I pray that Chavez be shown mercy, and I also pray for his victims. There were many who died under his regime and he will have to answer for their lost lives. May Christ grant him final repentance and may he rest in peace. That said, his policies were despicable and cost many innocent people their lives. Caracas was the modern version of the killing fields of Cambodia. How anyone can praise his government is mind-boggling.

[responding to a critic in the thread, that Patti was also replying to] I haven't said anything about his soul: only that he was a despot, because it's already being spun that he wasn't. I wasn't talking about his death, but his life. May the Lord have mercy on his soul: of course.

Therefore, no one could conclude that I don't care about the man's soul at all, simply because I made a political observation: saying one word about the man: that he was a despot.

I'm a conservative, yes (with important explanatory qualifiers that I talk about in my Facebook profile). But it's neither right nor left to simply observe that a man is a dictator.

No one should be quick to condemn the "conservative" reaction to the death of a dictator. Our Lord Jesus called Herod a "fox" and didn't say everyone should pray for him (and He wasn't guilty of pride and a lack of love):

Luke 13:31-32 (RSV) [31] At that very hour some Pharisees came, and said to him, "Get away from here, for Herod wants to kill you." [32] And he said to them, "Go and tell that fox, `Behold, I cast out demons and perform cures today and tomorrow, and the third day I finish my course.

Here's how the Bible matter-of-factly reports Herod's death:

Acts 12:21-23 On an appointed day Herod put on his royal robes, took his seat upon the throne, and made an oration to them. [22] And the people shouted, "The voice of a god, and not of man!" [23] Immediately an angel of the Lord smote him, because he did not give God the glory; and he was eaten by worms and died.

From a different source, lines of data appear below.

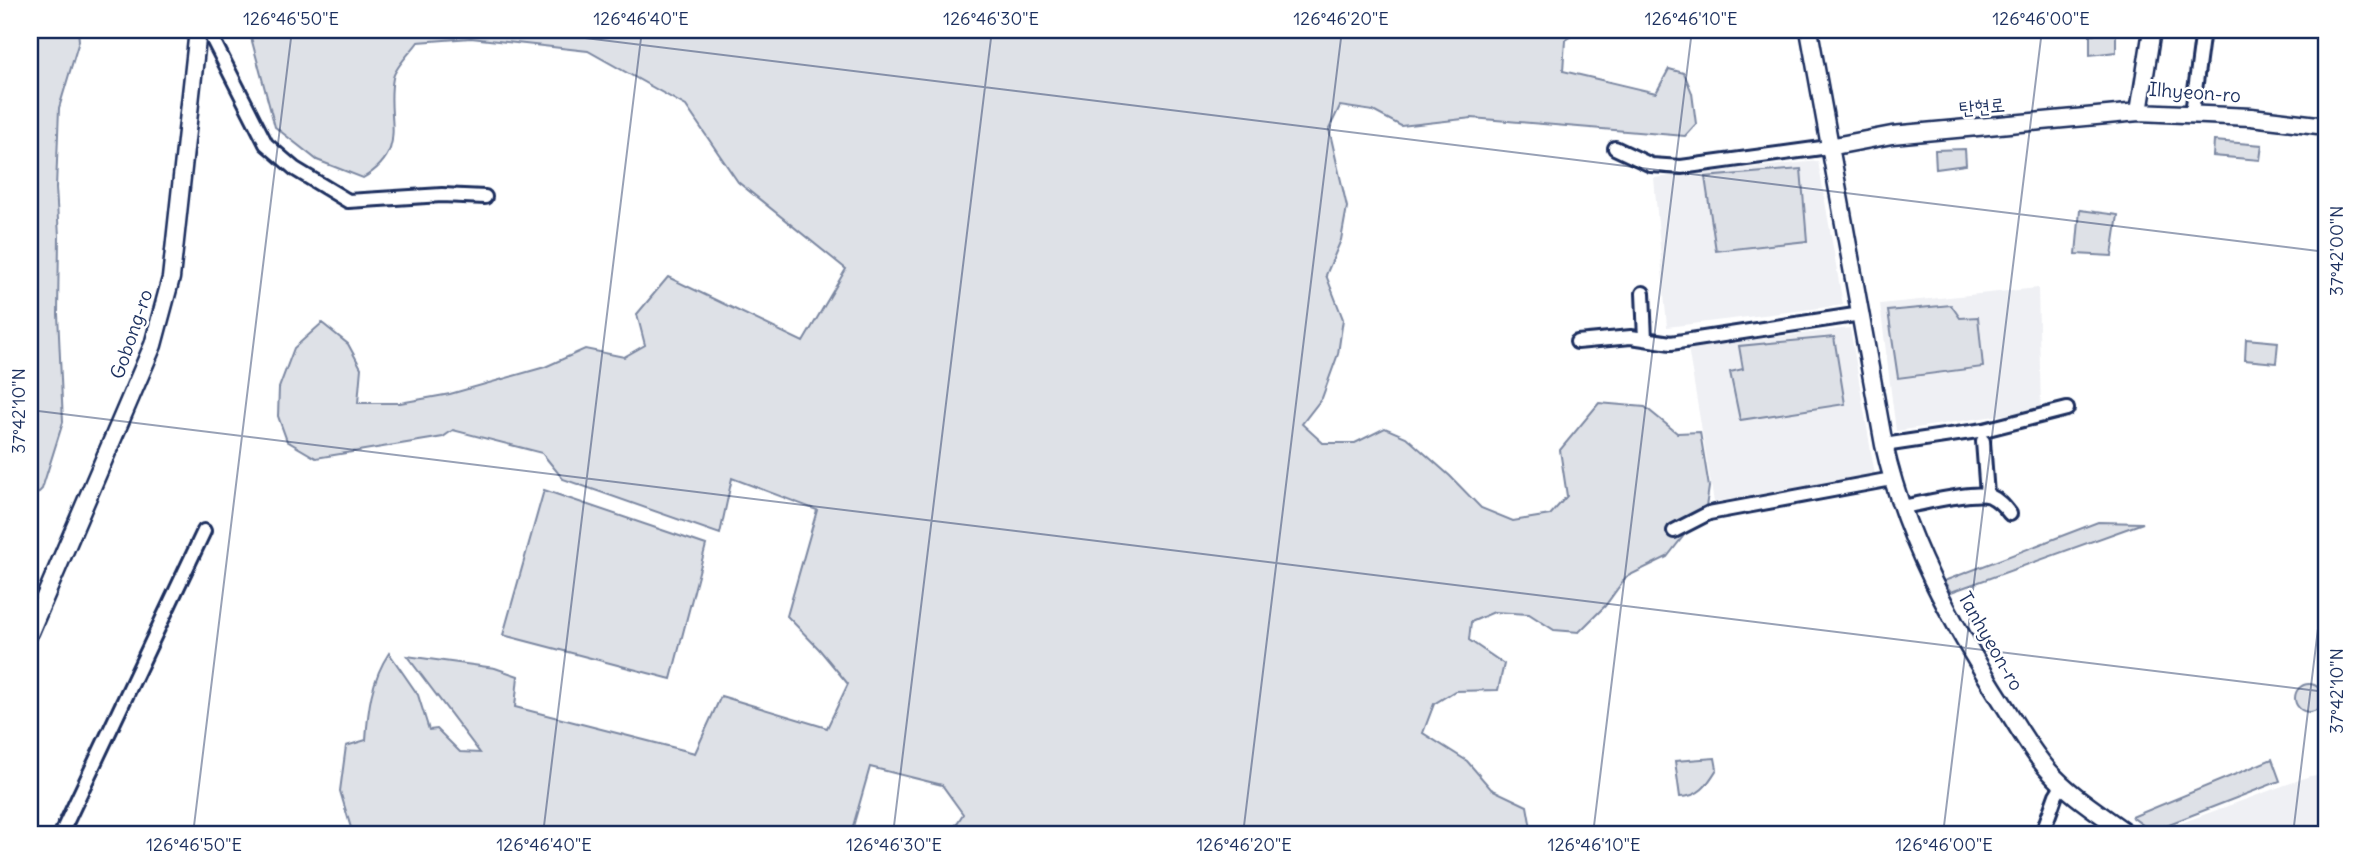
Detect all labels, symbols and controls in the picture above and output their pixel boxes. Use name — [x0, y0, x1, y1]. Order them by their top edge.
text: 126°46'50"E — [243, 7, 339, 30]
text: 126°46'40"E — [593, 7, 689, 30]
text: 126°46'30"E — [943, 7, 1039, 30]
text: 126°46'20"E — [1293, 7, 1389, 30]
text: 126°46'10"E — [1645, 7, 1737, 30]
text: 126°46'00"E — [1992, 7, 2090, 30]
street label: Ilhyeon-ro — [2148, 77, 2242, 107]
street label: 탄현로 — [1958, 92, 2006, 120]
text: 37°42'00"N — [2325, 206, 2348, 296]
street label: Gobong-ro — [104, 286, 158, 382]
text: 37°42'10"N — [7, 368, 30, 454]
street label: Tanhyeon-ro — [1953, 587, 2029, 695]
text: 37°42'10"N — [2325, 648, 2348, 734]
text: 126°46'50"E — [146, 833, 242, 856]
text: 126°46'40"E — [496, 833, 592, 856]
text: 126°46'30"E — [846, 833, 942, 856]
text: 126°46'20"E — [1196, 833, 1292, 856]
text: 126°46'10"E — [1548, 833, 1640, 856]
text: 126°46'00"E — [1895, 833, 1993, 856]

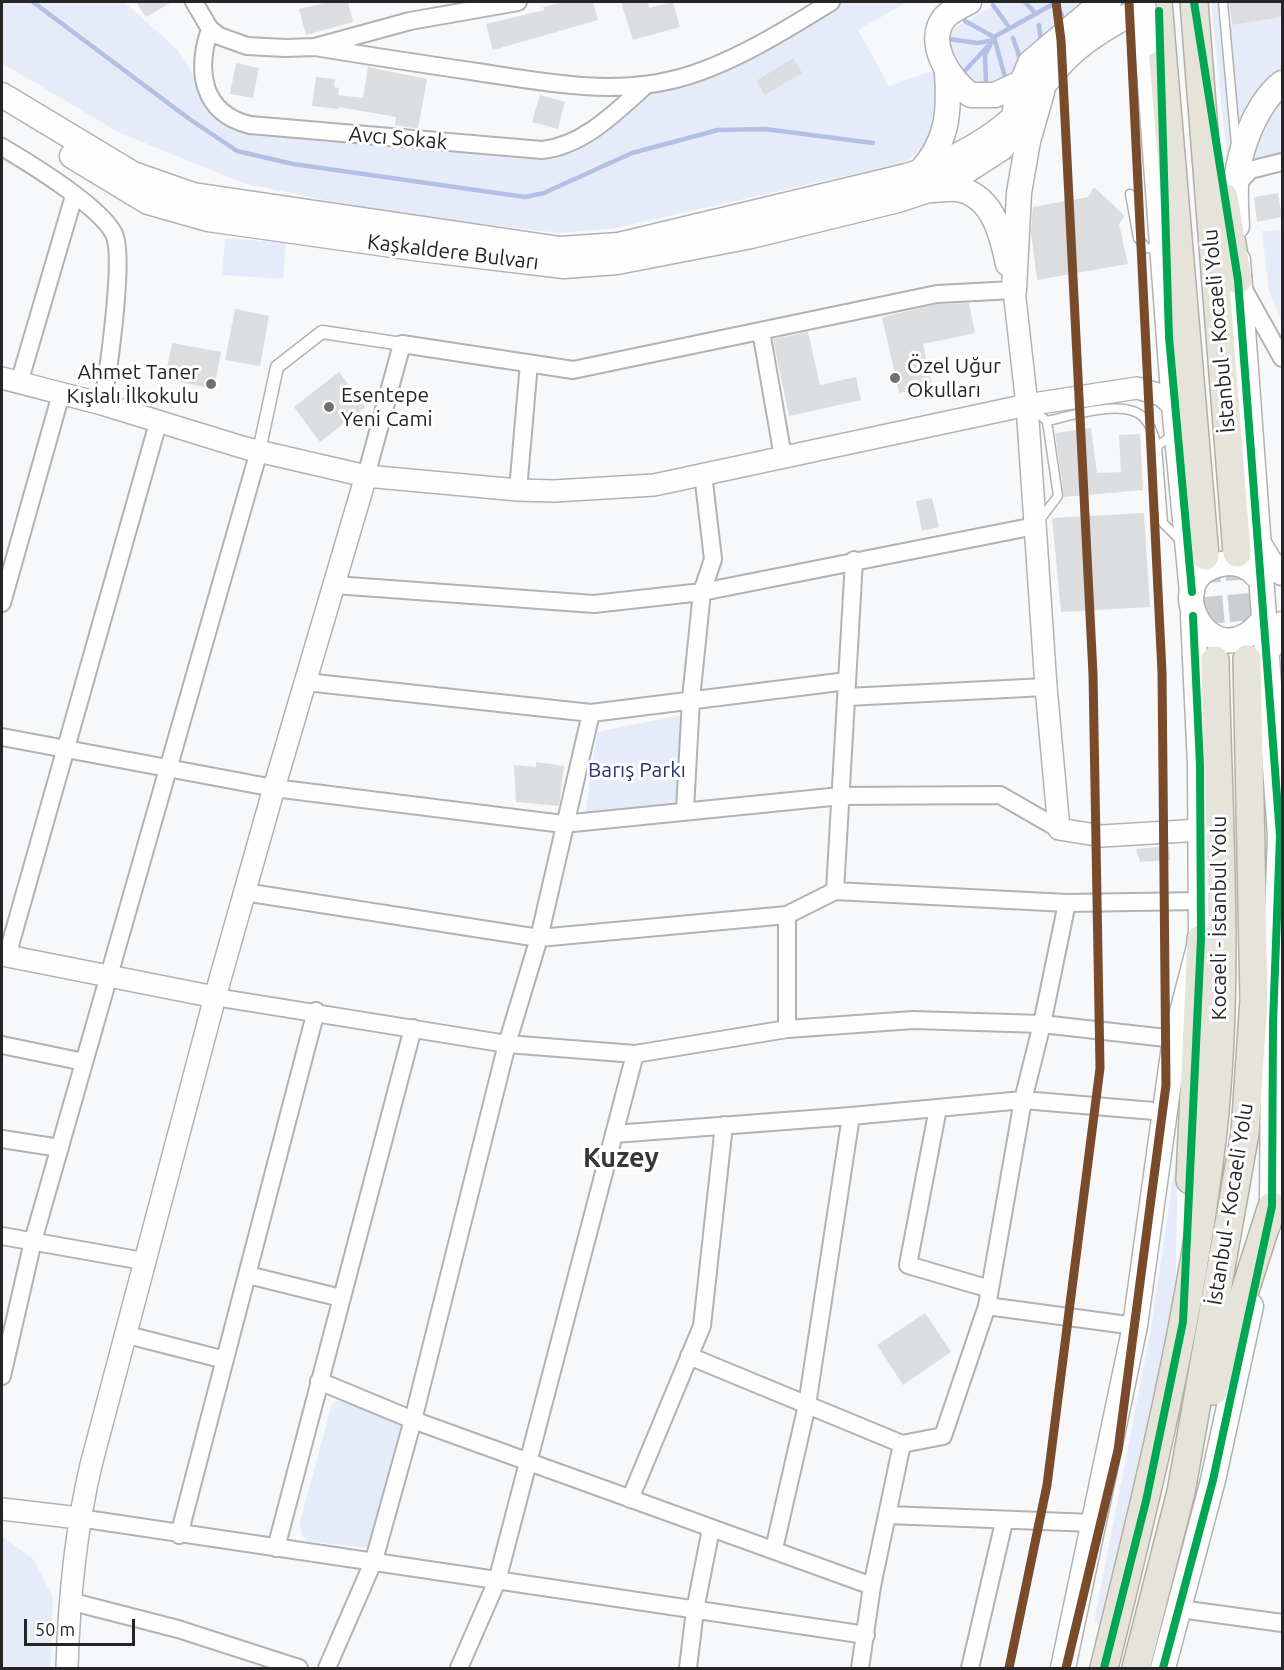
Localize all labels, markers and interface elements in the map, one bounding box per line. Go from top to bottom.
street label: Avcı Sokak [348,121,448,155]
street label: İstanbul - Kocaeli Yolu [1198,228,1240,434]
street label: Kaşkaldere Bulvarı [366,229,540,275]
place label: Özel Uğur Okulları [907,353,1001,403]
place label: Ahmet Taner Kışlalı İlkokulu [66,359,199,409]
marker: Özel Uğur Okulları [888,371,902,385]
marker: Ahmet Taner Kışlalı İlkokulu [204,377,218,391]
place label: Esentepe Yeni Cami [341,382,433,432]
marker: Esentepe Yeni Cami [322,400,336,414]
park label: Barış Parkı [588,757,686,783]
street label: Kocaeli - İstanbul Yolu [1206,816,1232,1020]
street label: İstanbul - Kocaeli Yolu [1202,1101,1258,1307]
district label: Kuzey [583,1142,659,1174]
scale bar [27,1607,138,1645]
text: 50 m [35,1619,75,1639]

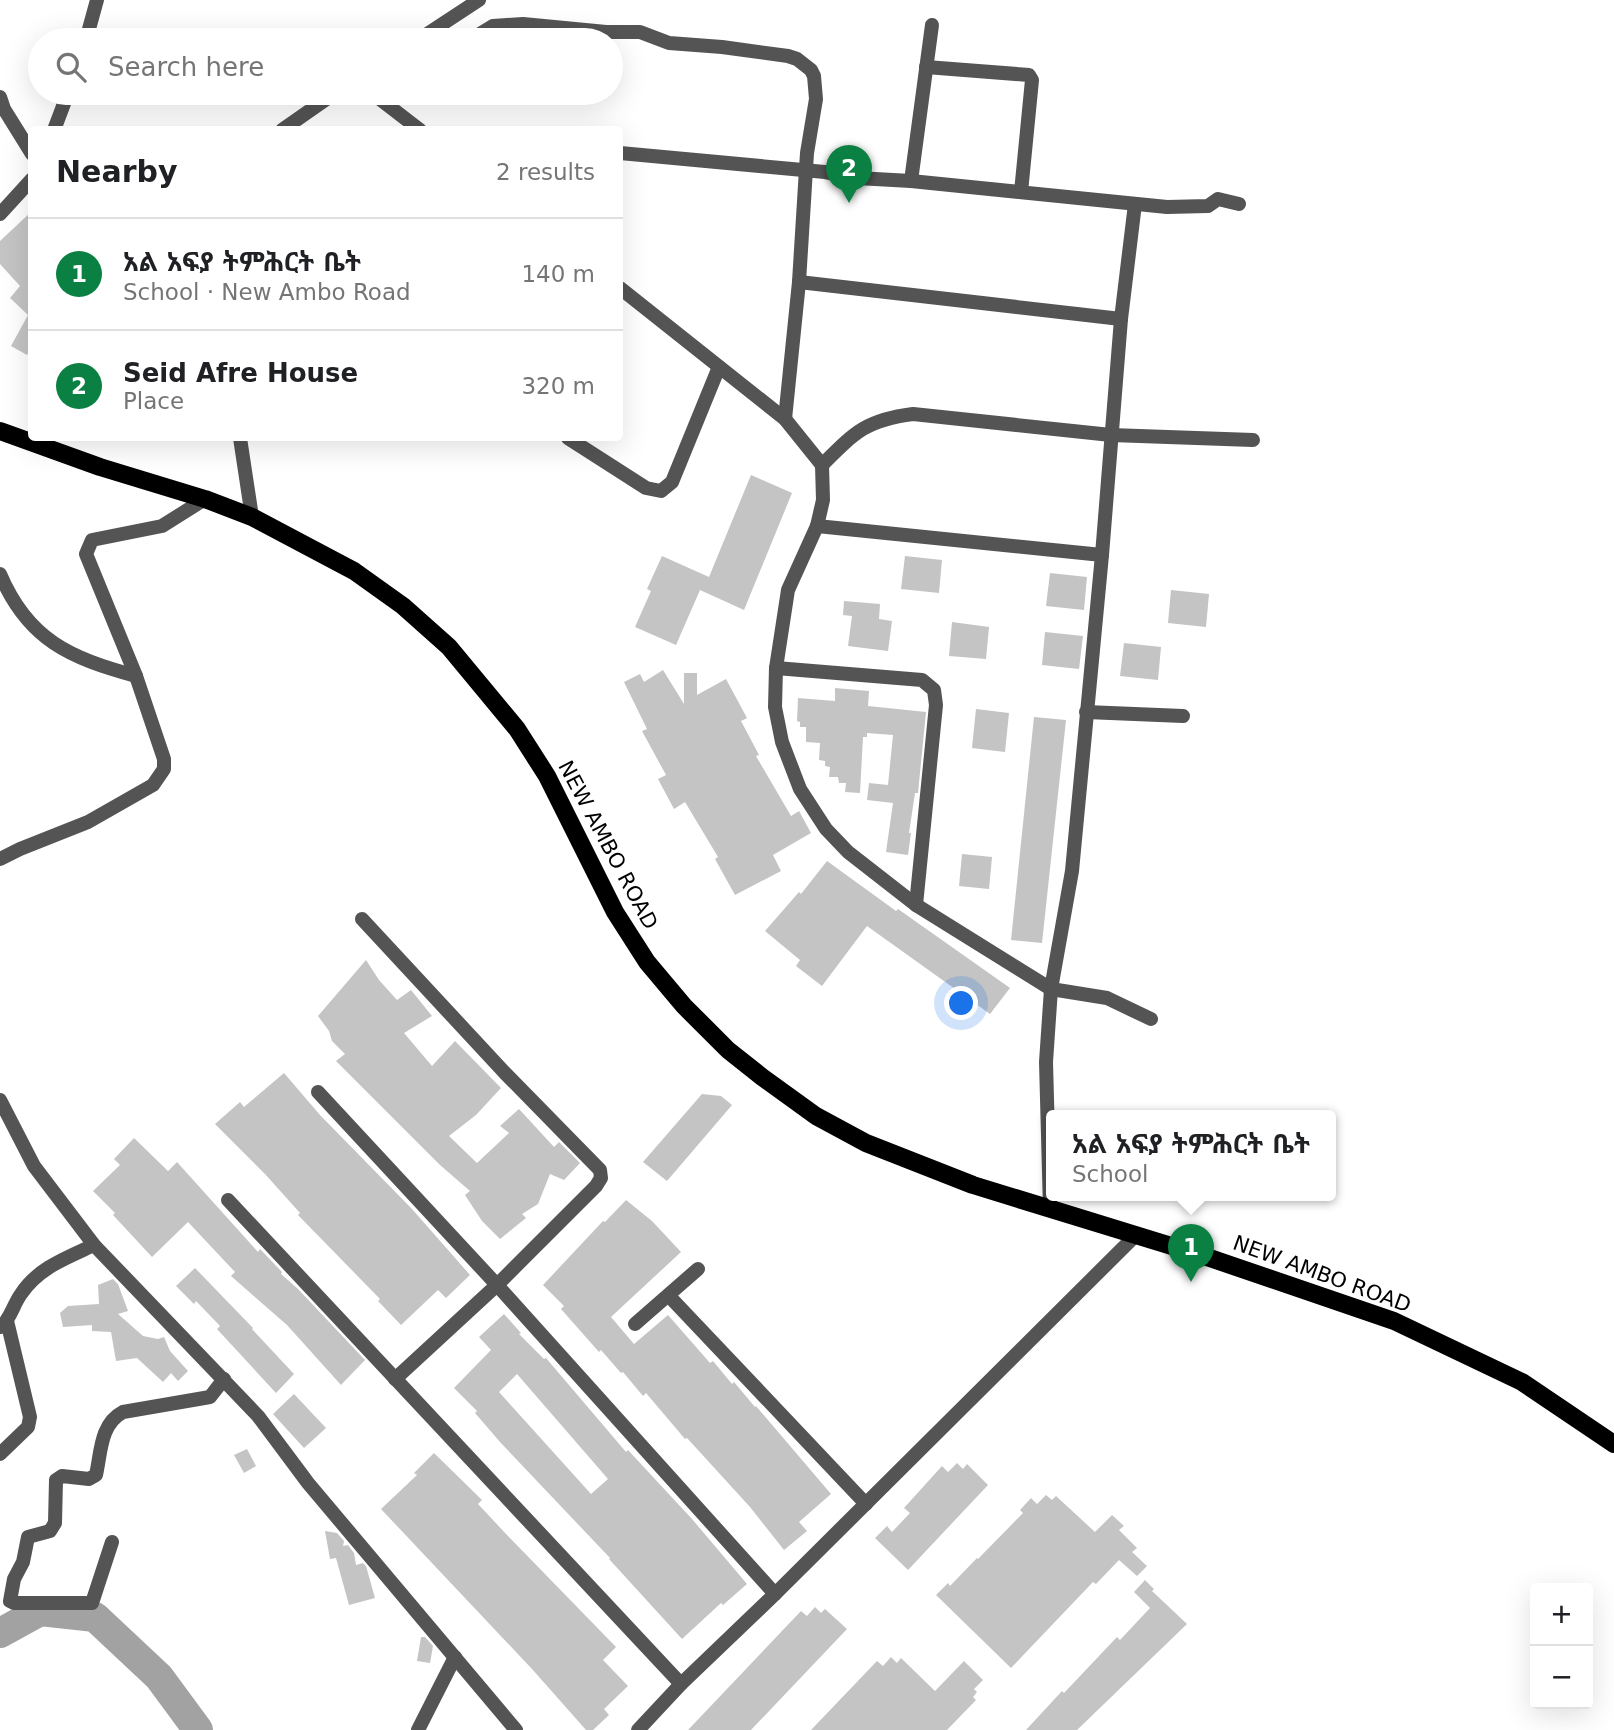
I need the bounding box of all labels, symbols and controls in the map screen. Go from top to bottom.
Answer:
search box [28,28,623,105]
icon: search [52,48,90,86]
text: Search here [108,52,264,82]
pin: 2 [826,145,872,203]
text: Nearby [56,154,178,189]
text: 2 results [496,159,595,185]
text: አል አፍያ ትምሕርት ቤት [123,247,361,277]
text: 1 [71,261,87,287]
text: 140 m [521,261,595,287]
text: School · New Ambo Road [123,279,411,305]
text: Seid Afre House [123,358,358,388]
text: 2 [71,373,87,399]
text: 320 m [521,373,595,399]
text: Place [123,388,184,414]
street label: NEW AMBO ROAD [553,757,663,933]
your location [944,986,978,1020]
popup [1046,1110,1336,1201]
text: አል አፍያ ትምሕርት ቤት [1072,1129,1310,1159]
text: School [1072,1161,1148,1187]
pin: 1 [1168,1224,1214,1282]
street label: NEW AMBO ROAD [1230,1231,1414,1317]
map controls [1530,1583,1593,1709]
button: + [1530,1583,1593,1646]
button: − [1530,1646,1593,1709]

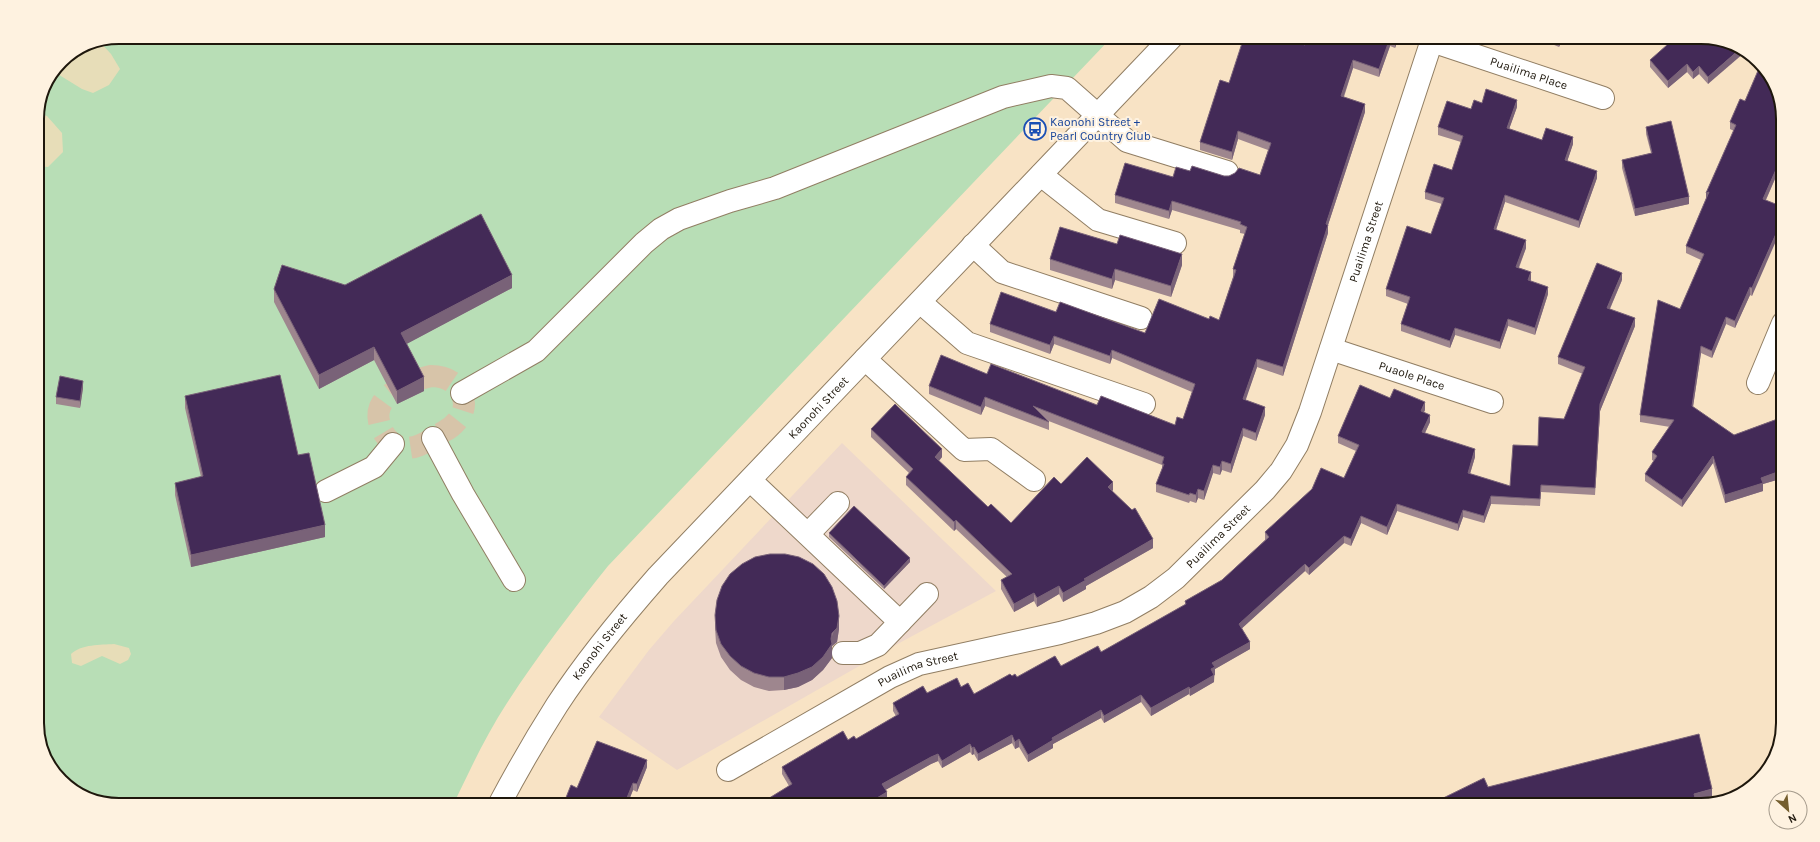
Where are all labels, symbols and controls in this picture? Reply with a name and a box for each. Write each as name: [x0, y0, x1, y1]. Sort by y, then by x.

It's not saying we should not pray for him, but it is also matter-of-fact about an evil man's death. The Bible treats Judas' death similarly. So we mustn't judge reactions. People are happy that a dictator is out of office; therefore those who suffered under him may get some relief. That is what it means (even if some expression is excessive): not that Catholic "right-wingers" are wicked people who don't care about souls. There is also a legitimate longing for justice.

We're saying "pray, but also don't pretend he was something he was not." We all need to do both. Patti hit exactly the right balance in her comments. But not everyone necessarily needs to do both in public. No one can assume that if we don't say we're praying for a dead person, that we aren't doing so, or think that no one should.

I would also note the distinction between private and public expression. My point was to note the willingness of some folks to praise a person who was demonstrably evil. That seems to put spin and politics above factuality.

That was my point, which is why I went right to it. It's a legitimate public, social point. But just because I didn't mention prayer, proves nothing (just as no mention in the Bible of praying for the dead Judas or dead Herod proves nothing in this regard). I said hardly anything at all. It was a "minimalist" post.

I agree that people, especially Catholics, should be kind in their comments about a dead man. In general, it's a good thing to ask Christ to show him the mercy we ourselves hope to receive.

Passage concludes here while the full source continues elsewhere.